(INFORMATION GIVEN Opens)

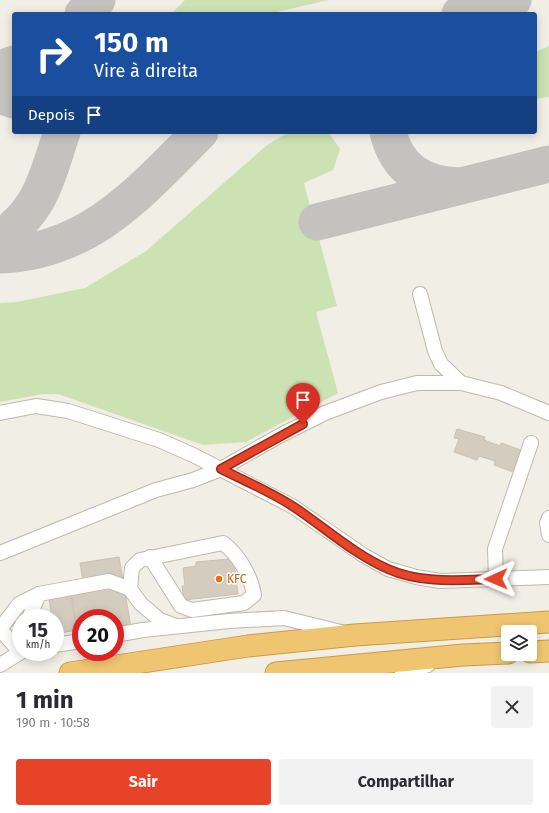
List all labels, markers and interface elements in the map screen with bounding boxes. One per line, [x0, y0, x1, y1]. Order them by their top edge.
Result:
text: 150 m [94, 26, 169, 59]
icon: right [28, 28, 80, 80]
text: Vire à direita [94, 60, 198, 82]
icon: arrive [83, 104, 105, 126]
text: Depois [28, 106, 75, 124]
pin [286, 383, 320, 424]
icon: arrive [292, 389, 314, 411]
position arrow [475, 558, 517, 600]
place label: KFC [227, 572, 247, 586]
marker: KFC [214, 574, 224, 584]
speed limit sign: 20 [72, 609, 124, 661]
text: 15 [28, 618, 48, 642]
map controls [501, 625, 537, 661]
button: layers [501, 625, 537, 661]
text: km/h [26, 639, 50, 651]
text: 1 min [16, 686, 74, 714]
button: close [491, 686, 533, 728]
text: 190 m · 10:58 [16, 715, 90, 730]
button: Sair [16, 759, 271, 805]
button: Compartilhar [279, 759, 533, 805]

(INFORMATION GIVEN Closes)
(INFORMATION GIVEN Opens)

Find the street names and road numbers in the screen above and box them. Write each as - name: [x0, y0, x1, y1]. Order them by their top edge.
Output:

(INFORMATION GIVEN Closes)
(INFORMATION GIVEN Opens)

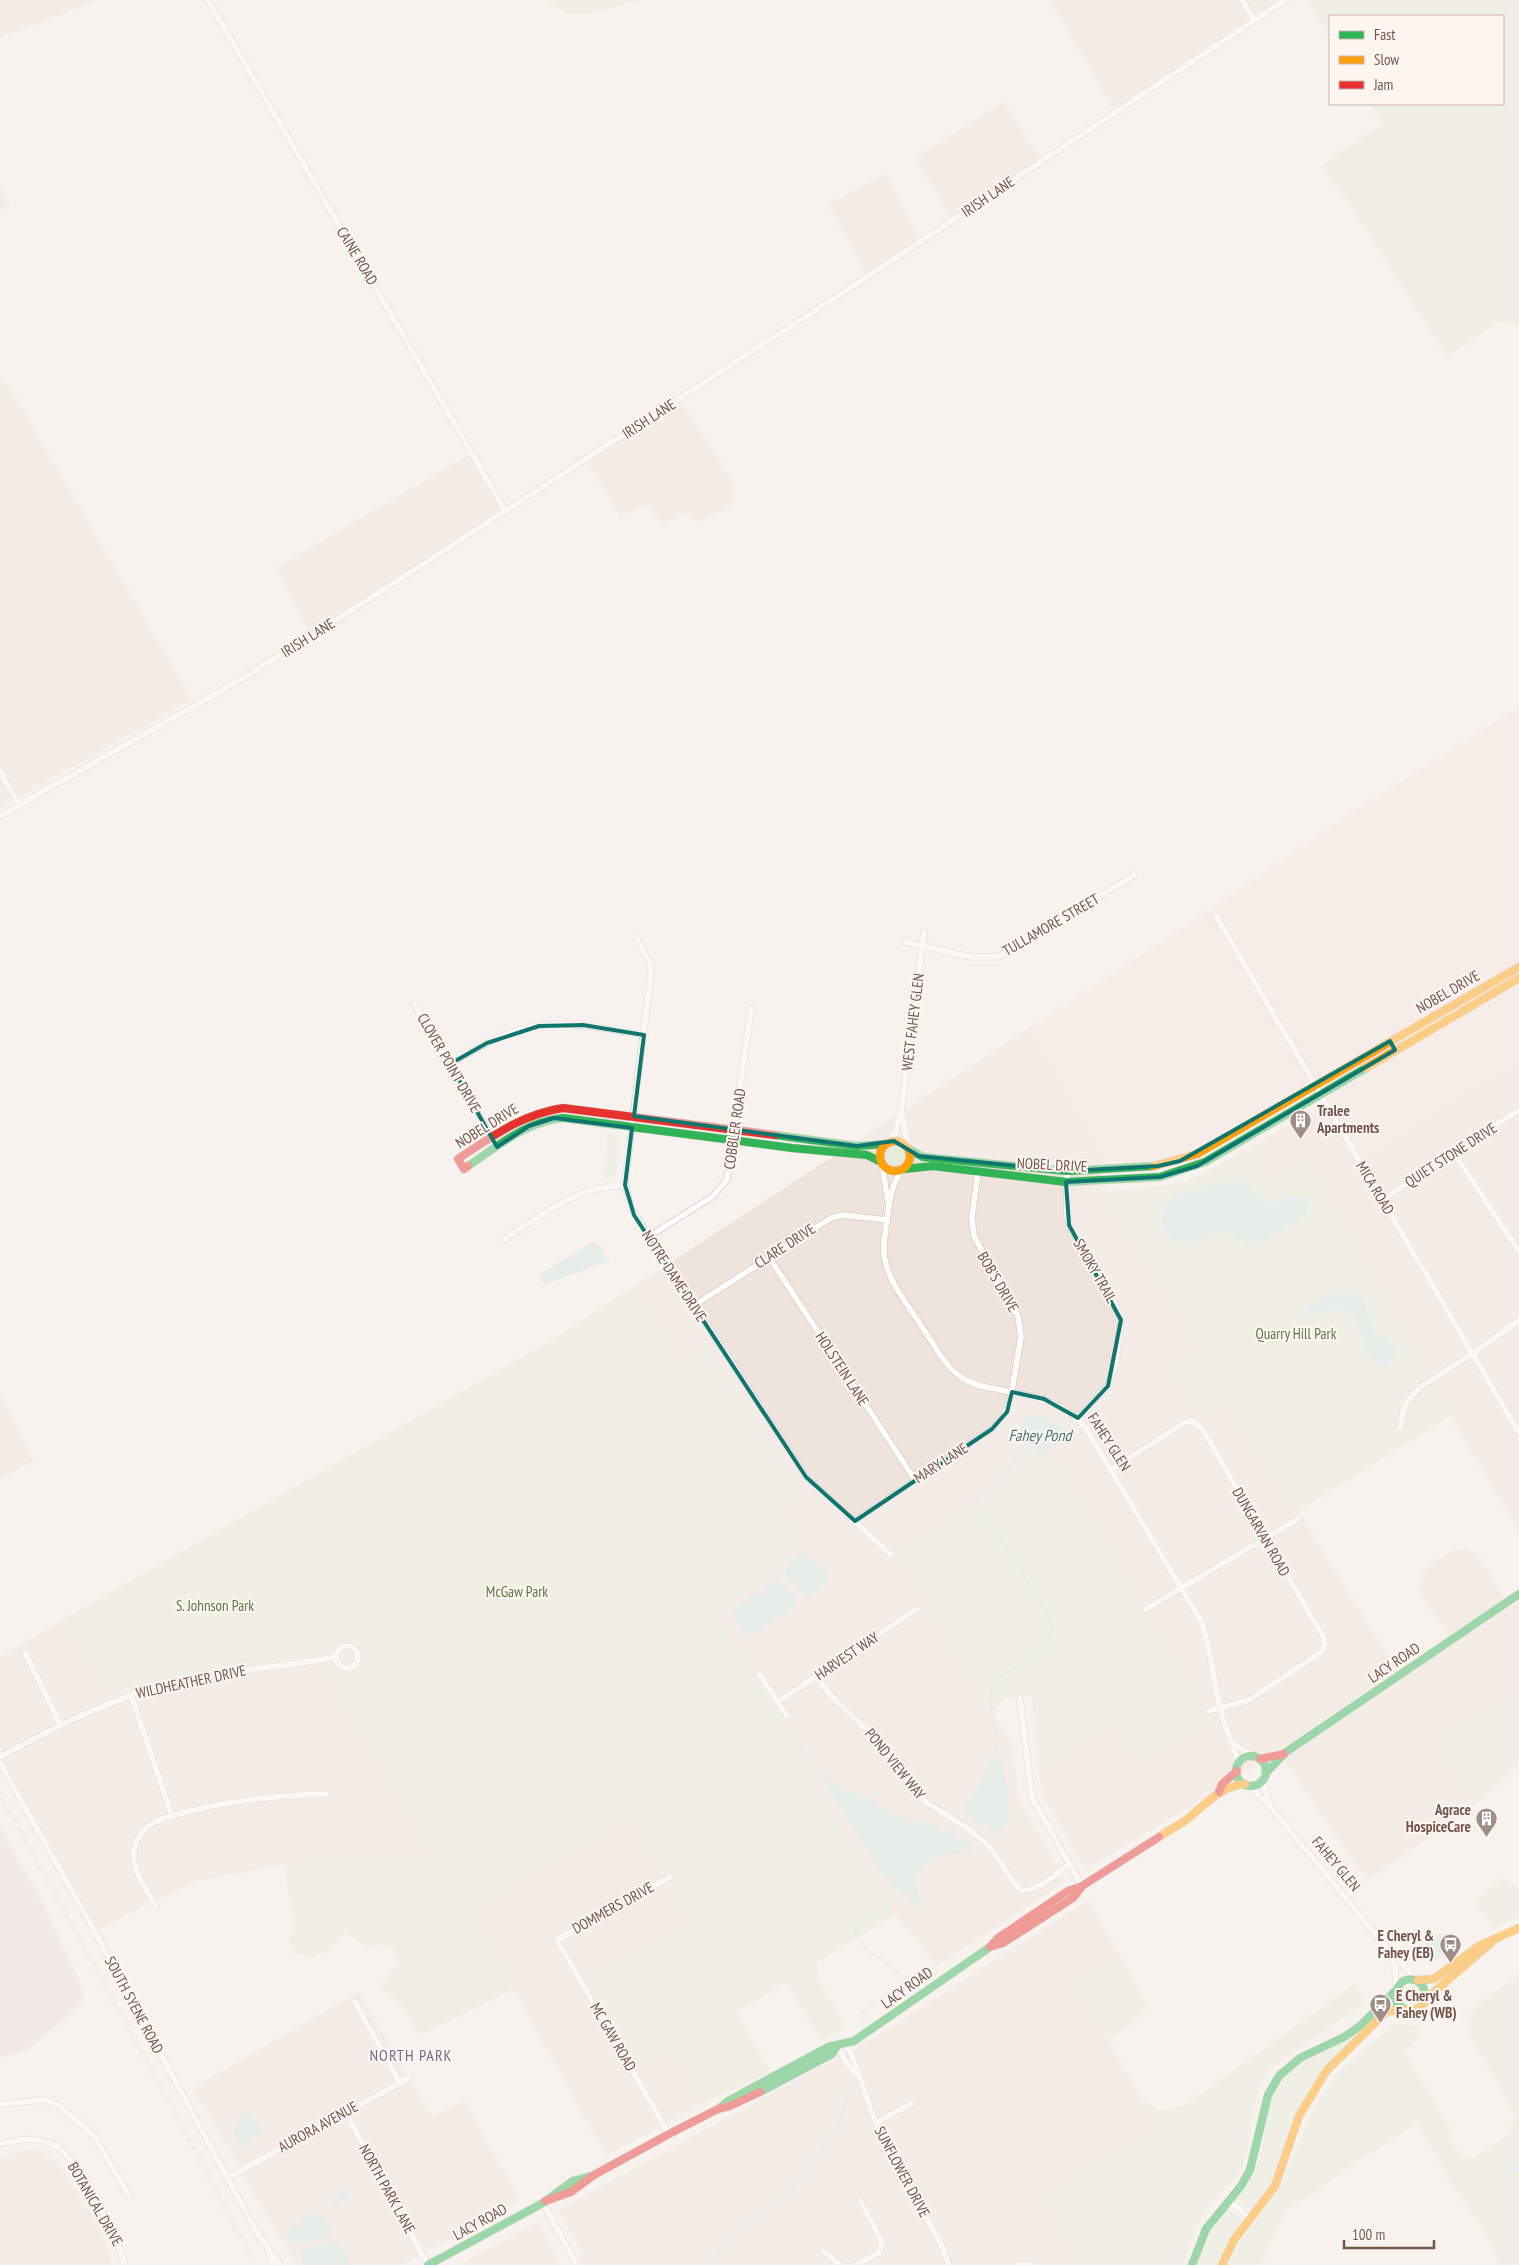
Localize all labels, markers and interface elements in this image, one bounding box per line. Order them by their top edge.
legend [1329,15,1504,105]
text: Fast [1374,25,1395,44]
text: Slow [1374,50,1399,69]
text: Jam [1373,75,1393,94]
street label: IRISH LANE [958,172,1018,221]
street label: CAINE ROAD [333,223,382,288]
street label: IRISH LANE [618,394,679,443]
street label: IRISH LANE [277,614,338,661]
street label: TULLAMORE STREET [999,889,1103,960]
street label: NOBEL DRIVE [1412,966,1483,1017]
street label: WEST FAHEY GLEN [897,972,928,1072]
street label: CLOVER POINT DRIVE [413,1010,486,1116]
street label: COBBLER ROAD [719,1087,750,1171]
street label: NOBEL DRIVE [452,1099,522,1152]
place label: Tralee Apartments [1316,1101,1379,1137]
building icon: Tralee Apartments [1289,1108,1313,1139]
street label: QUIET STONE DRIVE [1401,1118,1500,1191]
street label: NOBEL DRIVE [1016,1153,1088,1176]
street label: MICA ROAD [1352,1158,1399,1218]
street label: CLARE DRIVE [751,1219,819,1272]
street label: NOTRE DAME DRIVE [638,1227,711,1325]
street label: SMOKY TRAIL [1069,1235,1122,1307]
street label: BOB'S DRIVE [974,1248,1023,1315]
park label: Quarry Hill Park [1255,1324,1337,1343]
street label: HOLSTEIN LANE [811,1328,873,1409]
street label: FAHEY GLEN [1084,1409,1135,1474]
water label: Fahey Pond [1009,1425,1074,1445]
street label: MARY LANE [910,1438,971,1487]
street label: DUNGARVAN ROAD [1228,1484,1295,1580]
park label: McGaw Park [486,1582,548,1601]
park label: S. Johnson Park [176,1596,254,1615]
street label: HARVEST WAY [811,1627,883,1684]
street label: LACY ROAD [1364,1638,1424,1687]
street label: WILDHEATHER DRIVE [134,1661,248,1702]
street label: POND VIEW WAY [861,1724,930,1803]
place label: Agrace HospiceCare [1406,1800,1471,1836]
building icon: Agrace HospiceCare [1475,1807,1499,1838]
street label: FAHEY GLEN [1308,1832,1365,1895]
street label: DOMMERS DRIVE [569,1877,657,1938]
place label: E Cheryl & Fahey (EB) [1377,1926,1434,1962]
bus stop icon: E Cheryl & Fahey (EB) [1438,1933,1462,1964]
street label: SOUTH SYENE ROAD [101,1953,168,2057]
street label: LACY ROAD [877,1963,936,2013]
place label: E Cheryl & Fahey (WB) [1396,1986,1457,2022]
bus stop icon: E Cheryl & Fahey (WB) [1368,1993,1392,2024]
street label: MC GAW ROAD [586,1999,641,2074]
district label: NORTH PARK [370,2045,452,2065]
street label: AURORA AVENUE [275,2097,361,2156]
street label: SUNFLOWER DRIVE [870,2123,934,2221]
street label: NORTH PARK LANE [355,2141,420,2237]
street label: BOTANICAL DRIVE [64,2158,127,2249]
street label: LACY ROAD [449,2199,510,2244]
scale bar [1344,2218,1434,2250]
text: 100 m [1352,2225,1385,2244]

(INFORMATION GIVEN Closes)

* **EXERCISE DIRECTIONS**
What is needed is each line from the records with the word "screen" in it.

* **EXERCISE ANSWER**
List all labels, markers and interface elements in the map screen with bounding boxes. One per line, [x0, y0, x1, y1]. Order them by their top edge.
Find the street names and road numbers in the screen above and box them. Write each as - name: [x0, y0, x1, y1]. Order them by their top edge.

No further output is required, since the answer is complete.